→ Given records:
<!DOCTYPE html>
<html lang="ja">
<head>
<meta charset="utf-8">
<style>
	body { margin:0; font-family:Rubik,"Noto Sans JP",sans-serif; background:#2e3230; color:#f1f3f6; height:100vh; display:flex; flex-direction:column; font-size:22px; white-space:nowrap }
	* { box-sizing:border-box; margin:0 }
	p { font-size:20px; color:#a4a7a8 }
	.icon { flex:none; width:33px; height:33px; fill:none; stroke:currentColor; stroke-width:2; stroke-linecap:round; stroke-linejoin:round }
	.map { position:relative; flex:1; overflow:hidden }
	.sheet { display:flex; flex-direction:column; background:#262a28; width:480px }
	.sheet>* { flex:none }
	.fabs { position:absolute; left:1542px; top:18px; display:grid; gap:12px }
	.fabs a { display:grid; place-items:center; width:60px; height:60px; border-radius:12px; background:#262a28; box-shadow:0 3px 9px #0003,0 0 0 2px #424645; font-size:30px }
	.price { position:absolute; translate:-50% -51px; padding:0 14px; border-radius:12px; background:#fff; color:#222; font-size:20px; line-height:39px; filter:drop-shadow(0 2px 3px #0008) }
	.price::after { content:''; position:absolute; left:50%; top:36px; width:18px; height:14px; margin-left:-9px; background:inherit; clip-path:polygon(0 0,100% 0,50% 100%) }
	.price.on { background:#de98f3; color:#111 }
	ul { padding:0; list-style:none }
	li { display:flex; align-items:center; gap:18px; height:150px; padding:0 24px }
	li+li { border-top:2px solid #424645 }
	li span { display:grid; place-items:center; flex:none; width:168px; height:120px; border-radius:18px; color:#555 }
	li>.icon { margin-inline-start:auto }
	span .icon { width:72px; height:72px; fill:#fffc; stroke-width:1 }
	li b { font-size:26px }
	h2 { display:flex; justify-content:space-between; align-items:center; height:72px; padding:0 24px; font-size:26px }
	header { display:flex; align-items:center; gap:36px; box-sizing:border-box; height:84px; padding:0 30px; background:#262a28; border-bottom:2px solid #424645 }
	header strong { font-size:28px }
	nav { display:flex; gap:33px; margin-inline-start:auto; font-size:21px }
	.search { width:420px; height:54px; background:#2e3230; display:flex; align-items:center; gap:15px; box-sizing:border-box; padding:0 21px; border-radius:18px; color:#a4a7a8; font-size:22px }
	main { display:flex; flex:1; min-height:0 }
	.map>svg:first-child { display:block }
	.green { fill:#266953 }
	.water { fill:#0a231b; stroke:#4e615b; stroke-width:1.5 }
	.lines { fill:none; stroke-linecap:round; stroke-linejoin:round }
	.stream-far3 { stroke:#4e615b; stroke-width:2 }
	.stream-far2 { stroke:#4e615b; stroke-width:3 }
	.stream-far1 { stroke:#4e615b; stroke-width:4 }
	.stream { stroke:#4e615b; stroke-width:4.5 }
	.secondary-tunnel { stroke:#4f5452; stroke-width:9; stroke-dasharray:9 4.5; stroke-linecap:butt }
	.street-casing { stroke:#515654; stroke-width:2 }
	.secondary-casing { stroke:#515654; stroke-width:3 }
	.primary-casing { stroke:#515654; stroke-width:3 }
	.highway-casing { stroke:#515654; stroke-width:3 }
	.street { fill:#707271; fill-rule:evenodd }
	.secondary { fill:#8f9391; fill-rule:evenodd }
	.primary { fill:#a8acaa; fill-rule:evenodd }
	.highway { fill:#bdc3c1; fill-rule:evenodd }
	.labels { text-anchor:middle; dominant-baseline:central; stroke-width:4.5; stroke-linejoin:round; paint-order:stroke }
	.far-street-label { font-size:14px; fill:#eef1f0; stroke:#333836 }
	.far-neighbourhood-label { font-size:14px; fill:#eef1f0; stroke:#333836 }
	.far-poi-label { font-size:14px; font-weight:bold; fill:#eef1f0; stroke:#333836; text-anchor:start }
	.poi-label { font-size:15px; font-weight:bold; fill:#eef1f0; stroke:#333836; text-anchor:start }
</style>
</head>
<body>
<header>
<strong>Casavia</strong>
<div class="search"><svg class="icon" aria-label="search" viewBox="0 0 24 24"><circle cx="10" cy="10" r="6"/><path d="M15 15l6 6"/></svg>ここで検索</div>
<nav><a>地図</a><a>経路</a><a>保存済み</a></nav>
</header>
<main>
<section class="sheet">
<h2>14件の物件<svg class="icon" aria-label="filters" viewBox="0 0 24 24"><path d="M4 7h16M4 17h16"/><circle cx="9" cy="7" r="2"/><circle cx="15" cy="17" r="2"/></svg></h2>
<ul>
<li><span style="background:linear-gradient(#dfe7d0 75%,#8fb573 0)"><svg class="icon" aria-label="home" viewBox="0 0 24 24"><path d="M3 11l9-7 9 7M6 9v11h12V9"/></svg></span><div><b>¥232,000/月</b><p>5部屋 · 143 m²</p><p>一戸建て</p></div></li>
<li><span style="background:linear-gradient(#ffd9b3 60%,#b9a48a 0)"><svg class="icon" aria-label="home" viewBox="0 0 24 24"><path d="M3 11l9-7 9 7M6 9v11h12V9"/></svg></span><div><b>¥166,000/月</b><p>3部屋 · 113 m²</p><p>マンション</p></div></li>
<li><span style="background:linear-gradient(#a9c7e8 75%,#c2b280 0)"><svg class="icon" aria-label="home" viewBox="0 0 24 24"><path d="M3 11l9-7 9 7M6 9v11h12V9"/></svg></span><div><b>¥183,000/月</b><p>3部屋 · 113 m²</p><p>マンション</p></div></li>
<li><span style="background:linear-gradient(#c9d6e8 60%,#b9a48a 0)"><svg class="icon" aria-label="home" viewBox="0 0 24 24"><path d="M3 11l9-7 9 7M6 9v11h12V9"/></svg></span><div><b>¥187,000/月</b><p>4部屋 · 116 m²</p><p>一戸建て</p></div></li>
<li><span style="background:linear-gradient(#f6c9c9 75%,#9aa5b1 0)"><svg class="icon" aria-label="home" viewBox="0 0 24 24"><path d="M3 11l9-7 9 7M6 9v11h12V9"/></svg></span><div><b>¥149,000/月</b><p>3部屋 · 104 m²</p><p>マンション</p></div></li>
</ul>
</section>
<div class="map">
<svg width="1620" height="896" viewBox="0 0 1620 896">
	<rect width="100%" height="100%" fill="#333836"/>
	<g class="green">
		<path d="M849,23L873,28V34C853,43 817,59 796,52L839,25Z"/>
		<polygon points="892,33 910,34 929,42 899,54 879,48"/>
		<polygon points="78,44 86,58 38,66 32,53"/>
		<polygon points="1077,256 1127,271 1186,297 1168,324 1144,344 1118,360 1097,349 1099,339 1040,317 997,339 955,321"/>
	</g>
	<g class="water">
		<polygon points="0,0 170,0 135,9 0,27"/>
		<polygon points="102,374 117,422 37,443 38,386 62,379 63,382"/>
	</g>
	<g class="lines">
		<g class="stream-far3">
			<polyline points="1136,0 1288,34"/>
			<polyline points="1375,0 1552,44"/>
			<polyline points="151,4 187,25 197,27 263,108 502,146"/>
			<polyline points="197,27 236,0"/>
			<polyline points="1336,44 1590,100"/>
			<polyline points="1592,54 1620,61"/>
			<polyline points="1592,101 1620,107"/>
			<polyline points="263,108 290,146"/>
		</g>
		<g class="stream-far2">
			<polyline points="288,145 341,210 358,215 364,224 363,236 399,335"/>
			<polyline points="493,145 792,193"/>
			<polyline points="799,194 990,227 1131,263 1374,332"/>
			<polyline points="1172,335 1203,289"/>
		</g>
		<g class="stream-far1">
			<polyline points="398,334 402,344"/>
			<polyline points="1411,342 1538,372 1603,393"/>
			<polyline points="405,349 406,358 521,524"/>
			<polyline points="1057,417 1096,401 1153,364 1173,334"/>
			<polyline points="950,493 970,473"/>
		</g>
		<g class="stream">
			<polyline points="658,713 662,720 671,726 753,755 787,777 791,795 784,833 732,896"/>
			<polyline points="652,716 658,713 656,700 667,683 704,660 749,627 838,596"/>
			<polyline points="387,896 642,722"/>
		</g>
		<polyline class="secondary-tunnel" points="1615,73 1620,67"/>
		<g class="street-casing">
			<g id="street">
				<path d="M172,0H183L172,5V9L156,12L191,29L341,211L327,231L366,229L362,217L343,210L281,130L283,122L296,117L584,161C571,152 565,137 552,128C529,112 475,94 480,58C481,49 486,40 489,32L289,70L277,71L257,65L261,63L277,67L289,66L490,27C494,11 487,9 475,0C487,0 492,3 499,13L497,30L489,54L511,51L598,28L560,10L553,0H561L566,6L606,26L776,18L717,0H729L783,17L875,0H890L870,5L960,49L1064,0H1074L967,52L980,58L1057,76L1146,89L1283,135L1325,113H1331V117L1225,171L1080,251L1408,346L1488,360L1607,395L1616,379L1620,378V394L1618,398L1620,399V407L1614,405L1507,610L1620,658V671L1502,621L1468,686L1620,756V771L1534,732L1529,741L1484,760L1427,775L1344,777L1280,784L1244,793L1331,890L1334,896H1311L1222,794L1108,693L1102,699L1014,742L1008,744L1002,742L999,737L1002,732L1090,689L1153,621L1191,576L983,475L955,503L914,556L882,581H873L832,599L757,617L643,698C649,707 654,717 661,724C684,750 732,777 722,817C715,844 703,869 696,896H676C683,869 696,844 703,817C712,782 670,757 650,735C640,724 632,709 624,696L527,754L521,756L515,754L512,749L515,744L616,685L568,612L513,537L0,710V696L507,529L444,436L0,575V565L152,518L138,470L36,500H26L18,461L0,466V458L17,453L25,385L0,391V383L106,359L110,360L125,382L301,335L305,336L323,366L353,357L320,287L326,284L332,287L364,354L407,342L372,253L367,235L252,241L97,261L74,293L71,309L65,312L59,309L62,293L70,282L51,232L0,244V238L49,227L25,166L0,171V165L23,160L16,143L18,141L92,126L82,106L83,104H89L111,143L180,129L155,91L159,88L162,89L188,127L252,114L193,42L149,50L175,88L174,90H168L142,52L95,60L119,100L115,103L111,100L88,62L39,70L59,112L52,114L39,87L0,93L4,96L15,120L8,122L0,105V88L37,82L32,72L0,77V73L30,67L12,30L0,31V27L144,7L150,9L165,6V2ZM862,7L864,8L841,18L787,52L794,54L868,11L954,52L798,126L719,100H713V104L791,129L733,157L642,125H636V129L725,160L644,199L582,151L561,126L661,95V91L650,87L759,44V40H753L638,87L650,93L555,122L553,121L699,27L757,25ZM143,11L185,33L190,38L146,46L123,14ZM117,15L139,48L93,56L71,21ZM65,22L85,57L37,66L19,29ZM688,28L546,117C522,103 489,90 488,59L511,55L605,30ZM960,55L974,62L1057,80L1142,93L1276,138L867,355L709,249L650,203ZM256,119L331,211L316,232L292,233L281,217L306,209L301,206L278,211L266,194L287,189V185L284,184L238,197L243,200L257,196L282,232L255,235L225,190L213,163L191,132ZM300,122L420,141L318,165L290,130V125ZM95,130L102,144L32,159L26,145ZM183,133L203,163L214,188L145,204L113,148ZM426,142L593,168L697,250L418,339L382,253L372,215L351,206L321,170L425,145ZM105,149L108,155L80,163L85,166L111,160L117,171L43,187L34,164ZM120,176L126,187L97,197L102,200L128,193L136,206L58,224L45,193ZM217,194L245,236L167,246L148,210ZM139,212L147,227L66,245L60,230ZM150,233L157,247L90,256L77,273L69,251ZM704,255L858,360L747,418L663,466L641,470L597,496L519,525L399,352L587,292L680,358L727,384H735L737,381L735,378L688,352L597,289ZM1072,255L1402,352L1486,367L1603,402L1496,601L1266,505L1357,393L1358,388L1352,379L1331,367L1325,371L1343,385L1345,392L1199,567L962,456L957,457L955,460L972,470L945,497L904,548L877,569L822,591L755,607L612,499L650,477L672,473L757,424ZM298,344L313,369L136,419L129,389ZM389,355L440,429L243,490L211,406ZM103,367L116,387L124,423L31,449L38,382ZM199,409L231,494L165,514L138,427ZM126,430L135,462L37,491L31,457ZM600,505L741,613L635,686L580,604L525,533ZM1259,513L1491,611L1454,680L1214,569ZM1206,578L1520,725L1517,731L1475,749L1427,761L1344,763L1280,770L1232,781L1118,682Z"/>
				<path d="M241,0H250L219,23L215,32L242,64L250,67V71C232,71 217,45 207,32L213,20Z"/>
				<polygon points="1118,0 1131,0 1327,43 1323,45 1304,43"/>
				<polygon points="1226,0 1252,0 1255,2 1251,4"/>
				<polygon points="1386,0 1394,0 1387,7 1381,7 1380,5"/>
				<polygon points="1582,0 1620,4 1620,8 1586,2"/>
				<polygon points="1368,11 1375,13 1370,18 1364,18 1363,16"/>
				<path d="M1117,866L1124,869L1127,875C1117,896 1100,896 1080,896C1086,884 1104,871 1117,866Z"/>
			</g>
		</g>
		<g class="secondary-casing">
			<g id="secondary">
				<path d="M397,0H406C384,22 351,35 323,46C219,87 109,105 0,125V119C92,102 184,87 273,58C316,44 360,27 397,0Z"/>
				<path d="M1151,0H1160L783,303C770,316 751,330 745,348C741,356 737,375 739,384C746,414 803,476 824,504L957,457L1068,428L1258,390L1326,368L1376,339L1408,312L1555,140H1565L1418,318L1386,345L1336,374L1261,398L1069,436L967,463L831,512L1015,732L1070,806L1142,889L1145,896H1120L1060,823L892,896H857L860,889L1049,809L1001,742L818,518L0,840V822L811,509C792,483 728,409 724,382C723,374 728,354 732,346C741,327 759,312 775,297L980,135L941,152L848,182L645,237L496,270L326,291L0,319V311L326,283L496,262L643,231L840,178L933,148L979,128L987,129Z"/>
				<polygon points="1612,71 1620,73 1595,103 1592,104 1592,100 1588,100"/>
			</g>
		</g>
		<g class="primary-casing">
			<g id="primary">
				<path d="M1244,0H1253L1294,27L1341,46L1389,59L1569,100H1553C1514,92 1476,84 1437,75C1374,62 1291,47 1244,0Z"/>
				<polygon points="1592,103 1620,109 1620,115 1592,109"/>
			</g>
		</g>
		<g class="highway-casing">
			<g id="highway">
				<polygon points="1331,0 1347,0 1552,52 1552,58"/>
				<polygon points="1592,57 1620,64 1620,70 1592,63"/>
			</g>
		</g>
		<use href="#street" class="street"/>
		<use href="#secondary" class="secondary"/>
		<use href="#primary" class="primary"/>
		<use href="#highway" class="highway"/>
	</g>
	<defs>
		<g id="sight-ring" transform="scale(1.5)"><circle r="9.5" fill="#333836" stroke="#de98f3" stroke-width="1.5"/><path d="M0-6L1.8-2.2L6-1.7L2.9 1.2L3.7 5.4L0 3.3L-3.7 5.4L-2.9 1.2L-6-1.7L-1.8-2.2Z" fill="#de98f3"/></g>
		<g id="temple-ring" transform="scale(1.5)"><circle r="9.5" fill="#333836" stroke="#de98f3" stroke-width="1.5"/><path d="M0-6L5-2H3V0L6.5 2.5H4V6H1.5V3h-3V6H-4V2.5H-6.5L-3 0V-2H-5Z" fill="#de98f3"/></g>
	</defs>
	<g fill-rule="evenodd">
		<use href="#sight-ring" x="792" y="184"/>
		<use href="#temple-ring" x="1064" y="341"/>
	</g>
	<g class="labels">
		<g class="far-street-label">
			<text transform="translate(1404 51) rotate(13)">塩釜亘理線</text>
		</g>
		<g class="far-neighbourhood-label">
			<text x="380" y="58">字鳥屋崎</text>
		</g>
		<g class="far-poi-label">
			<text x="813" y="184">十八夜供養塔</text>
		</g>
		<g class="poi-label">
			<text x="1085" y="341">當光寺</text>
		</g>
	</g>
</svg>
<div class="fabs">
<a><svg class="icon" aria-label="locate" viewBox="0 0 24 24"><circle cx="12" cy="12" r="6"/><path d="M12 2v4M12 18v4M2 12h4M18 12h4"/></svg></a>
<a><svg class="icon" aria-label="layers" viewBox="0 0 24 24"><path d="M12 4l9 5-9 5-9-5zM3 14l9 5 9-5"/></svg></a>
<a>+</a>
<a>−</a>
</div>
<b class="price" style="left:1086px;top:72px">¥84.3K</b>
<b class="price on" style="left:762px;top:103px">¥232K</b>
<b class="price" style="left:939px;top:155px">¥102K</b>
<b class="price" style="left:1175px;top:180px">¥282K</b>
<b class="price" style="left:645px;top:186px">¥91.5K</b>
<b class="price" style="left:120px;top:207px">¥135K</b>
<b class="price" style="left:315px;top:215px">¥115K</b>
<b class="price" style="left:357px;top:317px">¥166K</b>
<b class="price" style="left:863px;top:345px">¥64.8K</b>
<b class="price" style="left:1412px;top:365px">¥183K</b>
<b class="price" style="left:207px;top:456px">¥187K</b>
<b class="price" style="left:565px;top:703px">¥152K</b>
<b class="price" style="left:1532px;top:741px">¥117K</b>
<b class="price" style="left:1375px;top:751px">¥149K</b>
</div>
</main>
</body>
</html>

→ Action item:
Find how many lines in the material above contain "grid", and answer with that number only.

→ Task answer:
3